The answer to the often-debated question — Does money matter in providing a quality education? — is yes, according to a new report that reviewed research on the subject.

To someone not steeped in school reform debate, the answer might seem obvious: Of course money matters. High-quality teachers, resources and buildings take money. (Tangentially, would anybody listen to Bill Gates on school reform if he weren’t a billionaire?)

Yet it has become popular among some school reformers to argue that money isn’t really the issue. They say that public spending on education has risen dramatically in recent decades but that the United States has still fallen behind other countries on international assessments.

This argument (which ignores the fact that American students in low-poverty schools score as high as any other country on those international exams) is, not surprisingly, offered up when education budgets are slashed as they are now across the country, including in the Washington region. (Florida Gov. Rick Scott (R) said last fall to justify cuts: “We’re spending a lot of money on education, and when you look at the results, it’s not great.)

Bruce Baker, a professor in the Graduate School of Education at Rutgers University in New Jersey, reviewed research on the subject. In this report released Friday by the nonprofit Albert Shanker Institute in Washington, concluded that money matters in improving the quality of schools in several important ways.

Of course, money by itself is not the answer (there is no single answer to improving schools).
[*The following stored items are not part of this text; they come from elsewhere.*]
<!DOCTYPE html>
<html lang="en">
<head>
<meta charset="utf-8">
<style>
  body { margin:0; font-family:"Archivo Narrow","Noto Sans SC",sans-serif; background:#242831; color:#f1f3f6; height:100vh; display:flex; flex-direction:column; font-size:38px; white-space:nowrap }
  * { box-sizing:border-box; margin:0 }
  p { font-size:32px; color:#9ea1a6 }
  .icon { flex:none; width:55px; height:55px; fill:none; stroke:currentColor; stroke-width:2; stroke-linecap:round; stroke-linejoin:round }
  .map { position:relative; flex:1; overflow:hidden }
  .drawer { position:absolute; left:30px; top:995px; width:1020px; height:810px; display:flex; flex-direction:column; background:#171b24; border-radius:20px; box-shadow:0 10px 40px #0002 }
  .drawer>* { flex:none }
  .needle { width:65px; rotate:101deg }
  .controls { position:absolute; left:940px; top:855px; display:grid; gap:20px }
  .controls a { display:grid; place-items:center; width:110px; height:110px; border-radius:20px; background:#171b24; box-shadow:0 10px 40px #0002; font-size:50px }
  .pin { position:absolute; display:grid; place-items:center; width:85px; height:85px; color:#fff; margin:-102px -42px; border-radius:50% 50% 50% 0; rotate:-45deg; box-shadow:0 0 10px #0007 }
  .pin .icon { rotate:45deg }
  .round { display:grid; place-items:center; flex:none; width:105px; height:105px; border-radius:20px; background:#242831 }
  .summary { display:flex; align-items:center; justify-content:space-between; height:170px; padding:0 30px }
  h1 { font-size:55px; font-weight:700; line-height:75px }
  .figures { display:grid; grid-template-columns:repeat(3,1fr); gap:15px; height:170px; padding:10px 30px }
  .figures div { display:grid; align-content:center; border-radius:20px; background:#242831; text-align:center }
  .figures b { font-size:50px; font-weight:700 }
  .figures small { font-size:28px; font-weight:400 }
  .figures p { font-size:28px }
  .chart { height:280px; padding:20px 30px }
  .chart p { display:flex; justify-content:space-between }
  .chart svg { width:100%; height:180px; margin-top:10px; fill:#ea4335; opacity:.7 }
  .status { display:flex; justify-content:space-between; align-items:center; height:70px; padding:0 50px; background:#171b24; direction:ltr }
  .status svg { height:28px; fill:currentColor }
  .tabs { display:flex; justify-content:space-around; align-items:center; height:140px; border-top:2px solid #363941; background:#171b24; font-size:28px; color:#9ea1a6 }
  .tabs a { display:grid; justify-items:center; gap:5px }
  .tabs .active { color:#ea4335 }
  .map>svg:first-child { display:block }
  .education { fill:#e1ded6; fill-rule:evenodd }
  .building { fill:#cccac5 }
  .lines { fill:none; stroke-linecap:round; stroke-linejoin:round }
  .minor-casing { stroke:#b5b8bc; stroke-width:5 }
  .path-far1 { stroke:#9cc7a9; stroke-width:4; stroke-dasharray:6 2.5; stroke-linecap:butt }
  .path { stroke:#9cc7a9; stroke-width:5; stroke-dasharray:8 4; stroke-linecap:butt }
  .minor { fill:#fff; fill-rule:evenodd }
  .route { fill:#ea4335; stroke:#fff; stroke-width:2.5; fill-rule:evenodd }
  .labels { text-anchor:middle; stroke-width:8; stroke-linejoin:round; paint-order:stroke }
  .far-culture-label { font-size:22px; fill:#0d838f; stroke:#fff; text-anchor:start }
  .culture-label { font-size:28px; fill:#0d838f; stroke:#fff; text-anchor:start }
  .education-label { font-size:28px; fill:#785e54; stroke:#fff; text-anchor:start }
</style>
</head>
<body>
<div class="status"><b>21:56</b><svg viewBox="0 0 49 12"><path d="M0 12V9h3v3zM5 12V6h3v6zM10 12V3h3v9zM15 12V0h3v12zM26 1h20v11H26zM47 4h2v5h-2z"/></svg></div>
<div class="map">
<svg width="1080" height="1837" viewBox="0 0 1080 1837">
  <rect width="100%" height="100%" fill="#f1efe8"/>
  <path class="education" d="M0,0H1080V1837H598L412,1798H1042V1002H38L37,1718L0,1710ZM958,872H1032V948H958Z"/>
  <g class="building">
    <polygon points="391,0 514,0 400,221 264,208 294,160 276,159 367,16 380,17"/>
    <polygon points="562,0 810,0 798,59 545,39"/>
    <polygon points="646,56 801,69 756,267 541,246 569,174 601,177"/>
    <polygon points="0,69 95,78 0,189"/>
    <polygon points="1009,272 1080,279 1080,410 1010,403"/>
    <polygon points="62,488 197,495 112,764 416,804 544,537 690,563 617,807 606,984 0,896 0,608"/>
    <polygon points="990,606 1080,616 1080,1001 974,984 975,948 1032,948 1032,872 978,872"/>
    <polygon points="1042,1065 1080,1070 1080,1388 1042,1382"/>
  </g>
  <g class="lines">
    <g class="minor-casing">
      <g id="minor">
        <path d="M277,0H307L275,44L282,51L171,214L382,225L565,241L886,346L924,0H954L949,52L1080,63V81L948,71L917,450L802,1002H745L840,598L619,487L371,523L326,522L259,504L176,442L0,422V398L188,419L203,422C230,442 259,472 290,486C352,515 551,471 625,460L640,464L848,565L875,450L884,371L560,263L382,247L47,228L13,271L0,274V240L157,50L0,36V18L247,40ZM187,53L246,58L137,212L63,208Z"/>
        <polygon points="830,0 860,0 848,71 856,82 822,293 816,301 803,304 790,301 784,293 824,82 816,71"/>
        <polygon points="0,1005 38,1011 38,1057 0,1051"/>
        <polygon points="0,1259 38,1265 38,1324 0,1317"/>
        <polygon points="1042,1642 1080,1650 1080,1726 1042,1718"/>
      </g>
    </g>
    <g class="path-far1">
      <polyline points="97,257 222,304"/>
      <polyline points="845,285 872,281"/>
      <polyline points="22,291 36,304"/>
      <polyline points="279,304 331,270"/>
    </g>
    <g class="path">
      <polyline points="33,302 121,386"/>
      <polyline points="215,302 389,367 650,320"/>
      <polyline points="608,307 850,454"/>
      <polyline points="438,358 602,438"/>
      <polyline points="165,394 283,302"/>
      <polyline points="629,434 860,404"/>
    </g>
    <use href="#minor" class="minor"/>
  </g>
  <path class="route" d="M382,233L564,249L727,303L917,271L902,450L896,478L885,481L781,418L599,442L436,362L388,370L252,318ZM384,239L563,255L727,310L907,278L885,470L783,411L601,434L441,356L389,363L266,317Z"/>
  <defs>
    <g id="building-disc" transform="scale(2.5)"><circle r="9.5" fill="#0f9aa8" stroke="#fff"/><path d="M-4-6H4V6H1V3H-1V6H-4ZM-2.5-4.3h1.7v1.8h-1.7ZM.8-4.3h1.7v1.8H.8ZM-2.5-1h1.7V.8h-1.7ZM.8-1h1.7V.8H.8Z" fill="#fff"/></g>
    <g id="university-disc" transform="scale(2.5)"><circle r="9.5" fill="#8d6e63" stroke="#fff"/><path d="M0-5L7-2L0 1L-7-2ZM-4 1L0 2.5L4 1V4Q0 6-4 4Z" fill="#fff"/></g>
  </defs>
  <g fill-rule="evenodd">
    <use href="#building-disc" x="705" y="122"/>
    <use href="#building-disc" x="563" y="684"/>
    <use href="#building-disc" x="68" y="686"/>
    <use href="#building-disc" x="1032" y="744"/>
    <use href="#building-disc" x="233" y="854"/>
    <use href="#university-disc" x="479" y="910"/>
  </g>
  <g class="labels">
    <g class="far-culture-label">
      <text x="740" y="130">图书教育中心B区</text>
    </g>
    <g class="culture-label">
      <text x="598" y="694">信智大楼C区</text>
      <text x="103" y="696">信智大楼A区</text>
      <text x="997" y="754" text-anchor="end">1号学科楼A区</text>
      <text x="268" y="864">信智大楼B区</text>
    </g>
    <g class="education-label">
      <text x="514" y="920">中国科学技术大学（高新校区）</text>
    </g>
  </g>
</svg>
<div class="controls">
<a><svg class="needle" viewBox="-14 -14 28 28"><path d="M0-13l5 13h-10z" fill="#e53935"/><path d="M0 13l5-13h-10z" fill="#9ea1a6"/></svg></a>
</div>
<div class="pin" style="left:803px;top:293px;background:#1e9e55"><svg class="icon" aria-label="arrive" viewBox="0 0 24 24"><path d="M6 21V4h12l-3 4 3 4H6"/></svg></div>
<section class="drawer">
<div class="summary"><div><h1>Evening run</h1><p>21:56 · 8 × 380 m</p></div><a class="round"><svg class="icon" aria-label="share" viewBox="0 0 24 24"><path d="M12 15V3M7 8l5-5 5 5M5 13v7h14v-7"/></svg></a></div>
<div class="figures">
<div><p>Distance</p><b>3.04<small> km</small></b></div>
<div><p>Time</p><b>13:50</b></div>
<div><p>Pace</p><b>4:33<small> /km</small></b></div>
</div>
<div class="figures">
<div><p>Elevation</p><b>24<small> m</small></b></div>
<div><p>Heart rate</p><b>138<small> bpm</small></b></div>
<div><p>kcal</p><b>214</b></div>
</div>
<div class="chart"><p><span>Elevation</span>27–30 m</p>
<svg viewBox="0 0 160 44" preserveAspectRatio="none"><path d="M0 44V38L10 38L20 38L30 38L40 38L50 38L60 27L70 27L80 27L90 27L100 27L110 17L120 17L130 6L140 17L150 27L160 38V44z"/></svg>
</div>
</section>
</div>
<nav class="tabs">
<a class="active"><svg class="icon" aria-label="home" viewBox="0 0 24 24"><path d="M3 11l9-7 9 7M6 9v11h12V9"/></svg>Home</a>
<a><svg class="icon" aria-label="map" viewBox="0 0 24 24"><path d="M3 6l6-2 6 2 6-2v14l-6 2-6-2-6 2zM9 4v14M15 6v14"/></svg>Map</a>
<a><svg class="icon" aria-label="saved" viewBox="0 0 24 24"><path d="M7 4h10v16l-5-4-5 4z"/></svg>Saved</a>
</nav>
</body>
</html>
And it’s not just how much money is spent but how it is spent. But the argument that money doesn’t matter and that across-the-board budget cuts won’t hurt student outcomes are not based in any evidence, Baker found.

Baker looked at evidence through the prism of these questions:

*Are differences in aggregate school funding associated with differences in short- and long-term measured outcomes?

*Are differences in access to specific schooling programs or resources — such as smaller classes, high salaries and instructional materials --associated with differences in measured outcomes?

*Do substantive and sustained reforms to state school finance systems, including raising the level of funding or redistributing money more equitably, lead to improvements in the level or distribution of student outcomes?

The answer to each is yes, he said.

Baker traces the origins of the counterargument (that money doesn’t matter) to a study by Stanford University researcher Eric Hanushek in 1986 that concluded, “There appears to be no strong or systematic relationship between school expenditures and student performance.”

Baker writes: “This single quote, now divorced entirely from the soundly refuted analyses on which it was based, remains a mantra for those wishing to deny that increased funding for schools is a viable option for improving school quality.”

More recent attempts to dismiss the importance of funding in making schools better have connected increased spending to stagnant standardized test scores. But this argument is terribly weak.

For one, overall student achievement on the National Assessment of Educational Progress, sometimes called the nation’s report card, shows that scores for subgroups such as African American students actually rose over time as school spending increased and achievement gaps narrowed.

None of this means that a lot of money is not wasted and could be put to better use. It is and it could. That’s not the same as saying money doesn’t matter. That the issue has been debated for so long is bizarre.